In the research, Wiley came across the diary of Mimi Feingold Real, a Brooklyn native who in 1961 was a sophomore at Swarthmore College when she became involved in the Freedom Rides. She was arrested in Jackson, Miss., and spent nearly four months in Parchman. She wrote about a variety show the prisoners created to keep their spirits up.
“And that was my ding-ding-ding moment,” Wiley says, “my entry way into the play.”
Through music that includes spirituals, and songs by Bob Dylan, “The Parchman Hour” adapts actual accounts from Freedom Riders.
“I didn’t learn most of what I learned about the Freedom Riders before I took on the show,” Wiley says. “A good friend of mine turned out to be a Freedom Rider, and I had no idea. That’s one of the most interesting aspects of that experience. They believed in a cause and put their bodies on the line. Afterward, they didn’t see themselves as heroes, just people trying to do the right thing.”
Wiley says he sees a correlation between the protests of the Freedom Riders and today’s Black Lives Matter activists.

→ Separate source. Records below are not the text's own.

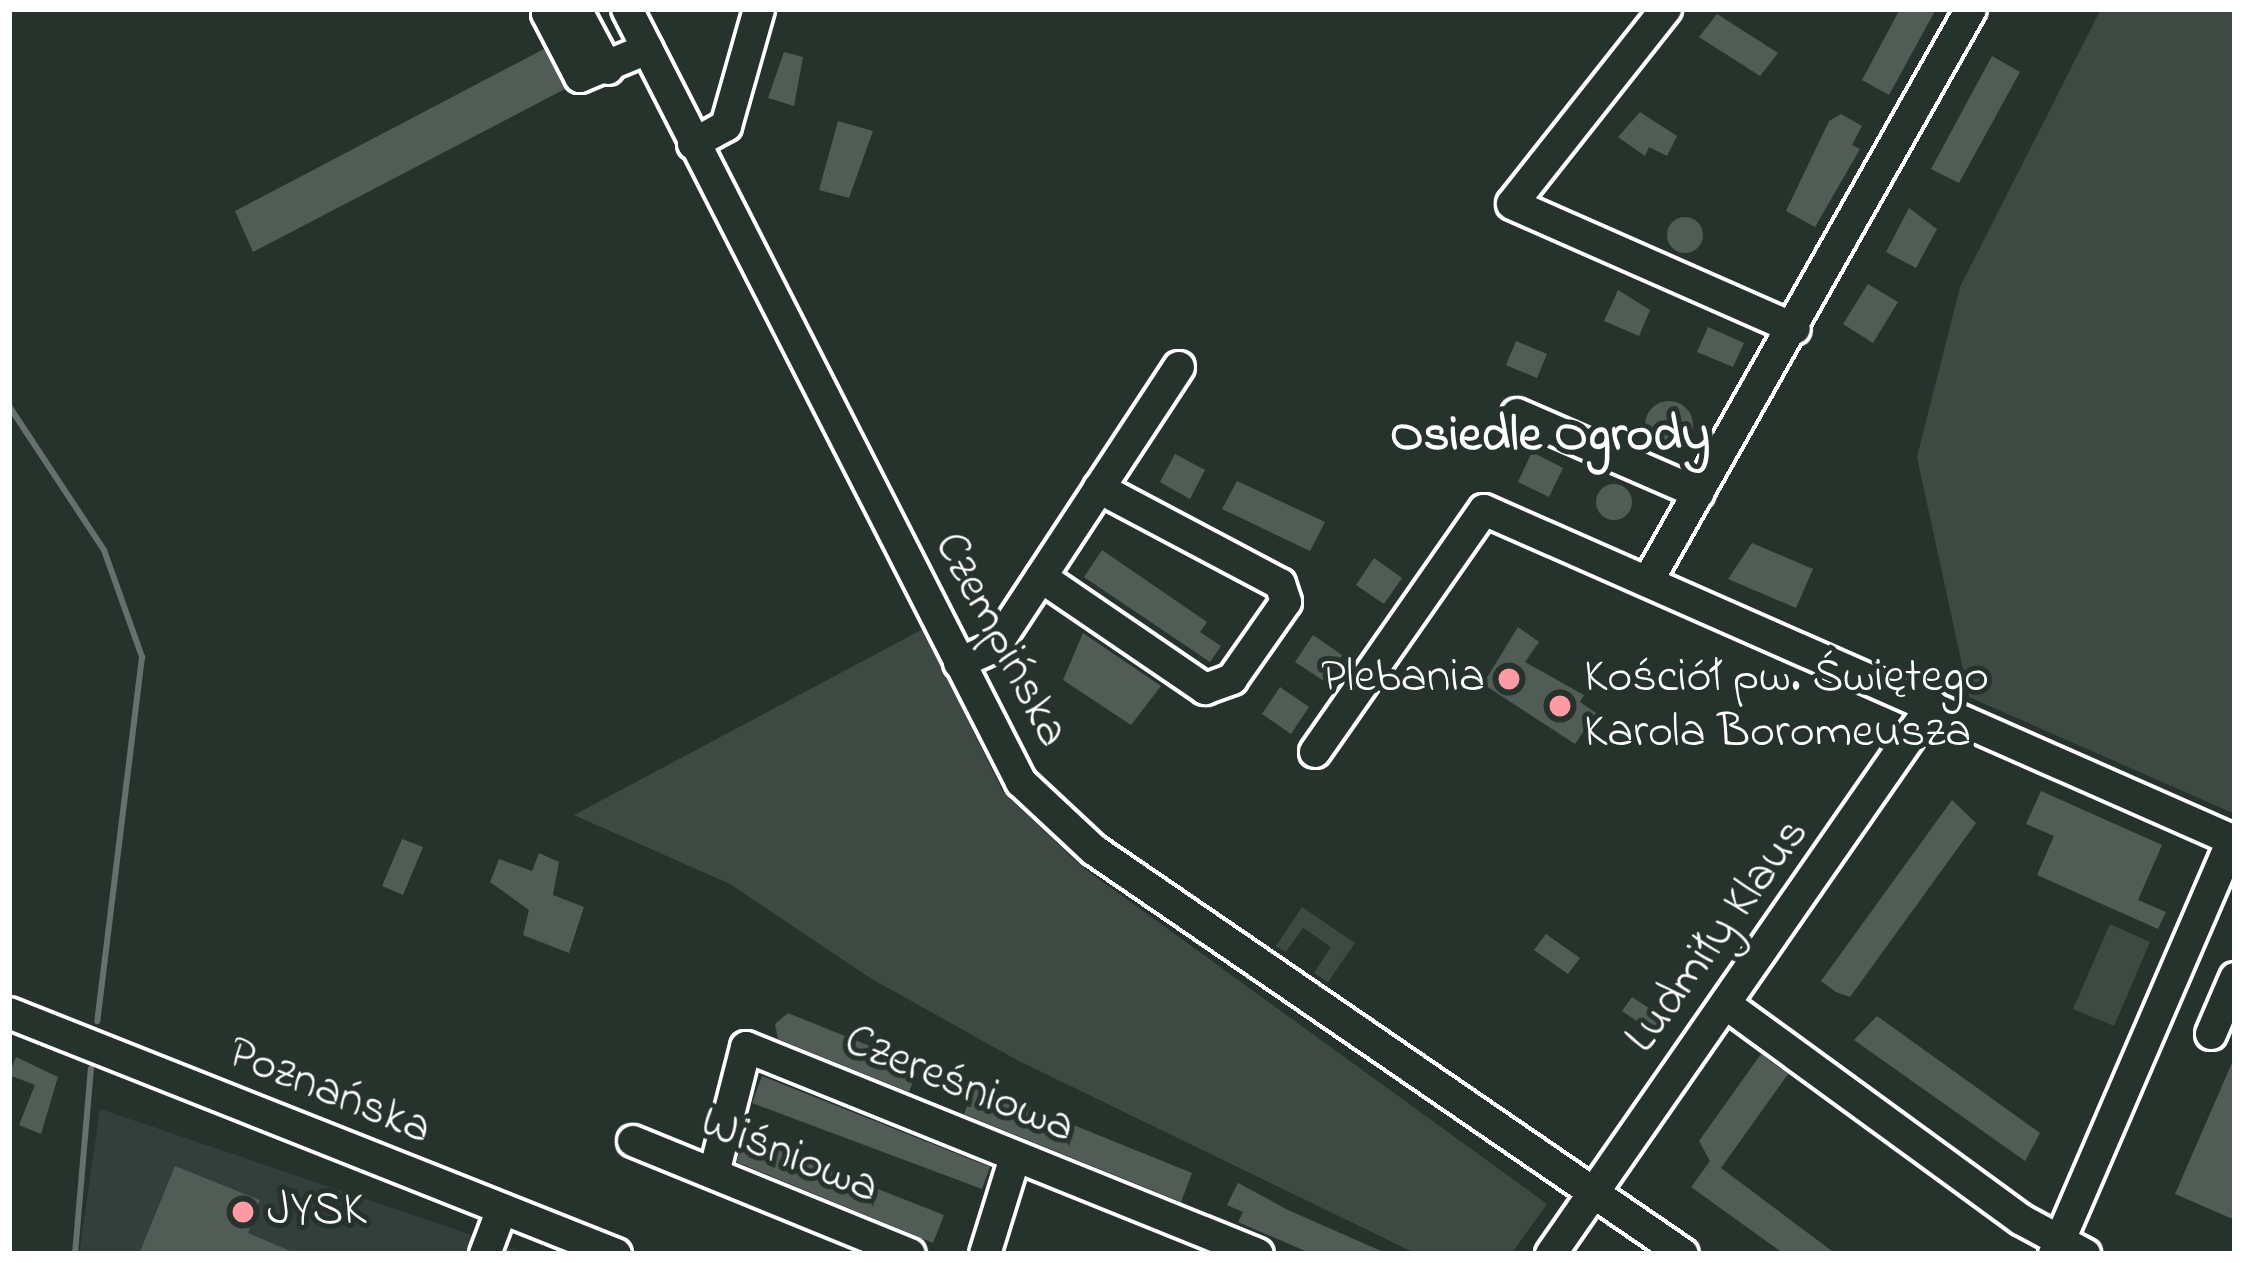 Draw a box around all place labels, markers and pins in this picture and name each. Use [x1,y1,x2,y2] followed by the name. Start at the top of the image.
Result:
[1584,649,1989,762] place label: Kościół pw. Świętego Karola Boromeusza
[1321,650,1485,708] place label: Plebania
[1496,666,1522,692] marker: Plebania
[1547,693,1573,719] marker: Kościół pw. Świętego Karola Boromeusza
[267,1183,367,1241] place label: JYSK
[230,1199,256,1225] marker: JYSK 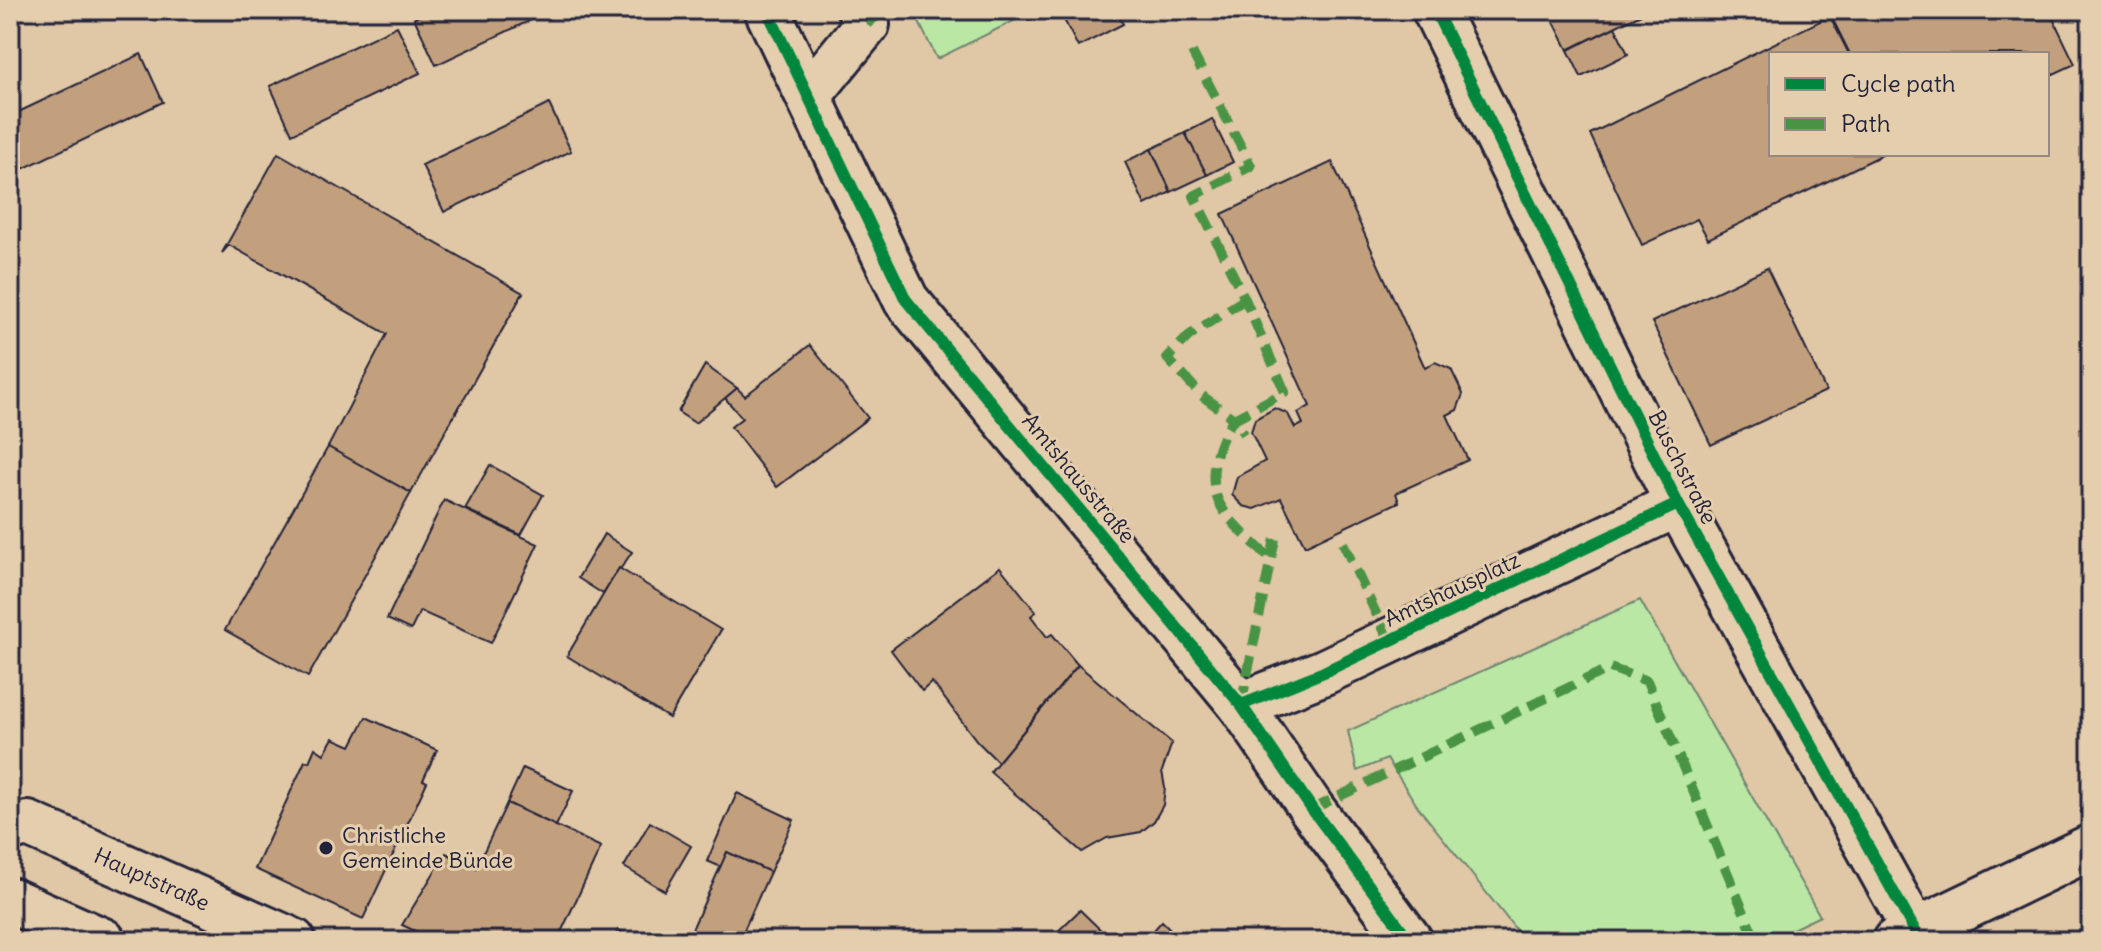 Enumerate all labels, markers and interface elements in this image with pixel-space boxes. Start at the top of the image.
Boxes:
legend [1769,52,2049,156]
text: Cycle path [1841,68,1956,98]
text: Path [1841,108,1891,138]
street label: Buschstraße [1642,406,1724,528]
street label: Amtshausstraße [1016,407,1142,549]
street label: Amtshausplatz [1380,545,1524,633]
place label: Christliche Gemeinde Bünde [342,821,513,874]
marker: Christliche Gemeinde Bünde [317,839,335,857]
street label: Hauptstraße [90,841,214,917] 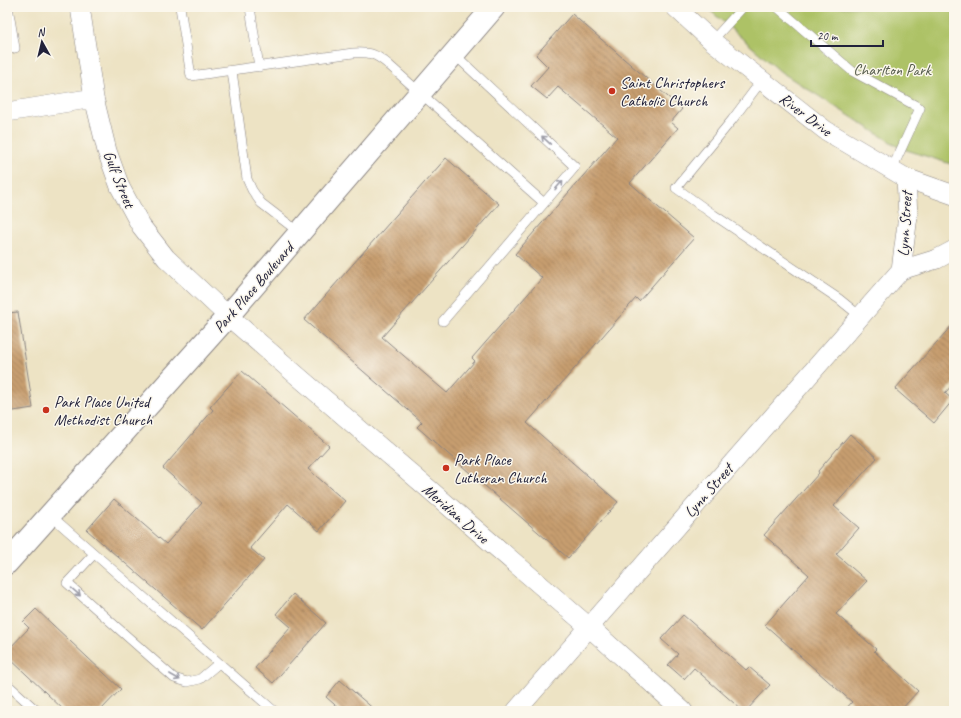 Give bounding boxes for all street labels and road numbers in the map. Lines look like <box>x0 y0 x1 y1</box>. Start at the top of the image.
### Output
street label: River Drive <box>775 89 837 142</box>
street label: Gulf Street <box>99 148 140 212</box>
street label: Lynn Street <box>893 189 917 257</box>
street label: Park Place Boulevard <box>209 237 300 337</box>
street label: Lynn Street <box>680 458 739 522</box>
street label: Meridian Drive <box>418 479 494 549</box>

“The techniques, the motivations, even the chants that they say at these protests come directly out of the Freedom Rider movement, the civil rights movement,” Wiley says. “This play is a direct reflection of those current organizations and the need to show that there is a history of protest.”
The summer of 1985, before Wiley entered the seventh grade, he was inspired to pursue the stage. Casting for the film “The Color Purple,” based on Alice Walker’s novel published three years before, took place on the same North Carolina college campus where he attended a drama camp for kids. It was something an aunt, who was a professional actress, had persuaded him to do.
“I got to watch lines and lines of African American women wait to be seen by Steven Spielberg and his casting directors. And I thought, ‘This is an amazing career opportunity,’ ” Wiley says. “I was learning acting from African American directors and professionals. When I got home that summer, I set my mind on acting, even though there weren’t many opportunities in the arts for black boys in Roanoke.”
Wiley grew up in a family dominated by women. He never knew his father. His mother worked in factories, and his grandmother, who helped raise Wiley and his two brothers, had worked her way from a domestic to a school teacher. Wiley eventually earned a master of fine arts degree from the University of North Carolina at Chapel Hill and has spent much of his career teaching and acting. He lives outside of Chapel Hill with his wife and two sons.
On stage where NSU students rehearse Wiley’s play, an actor rubs his shoulder where the repeated choreographed tumbles have apparently started to make it sore. “The Parchman Hour” shows how the Freedom Riders protested and sang despite routine beatings and death threats – and lived to tell the story.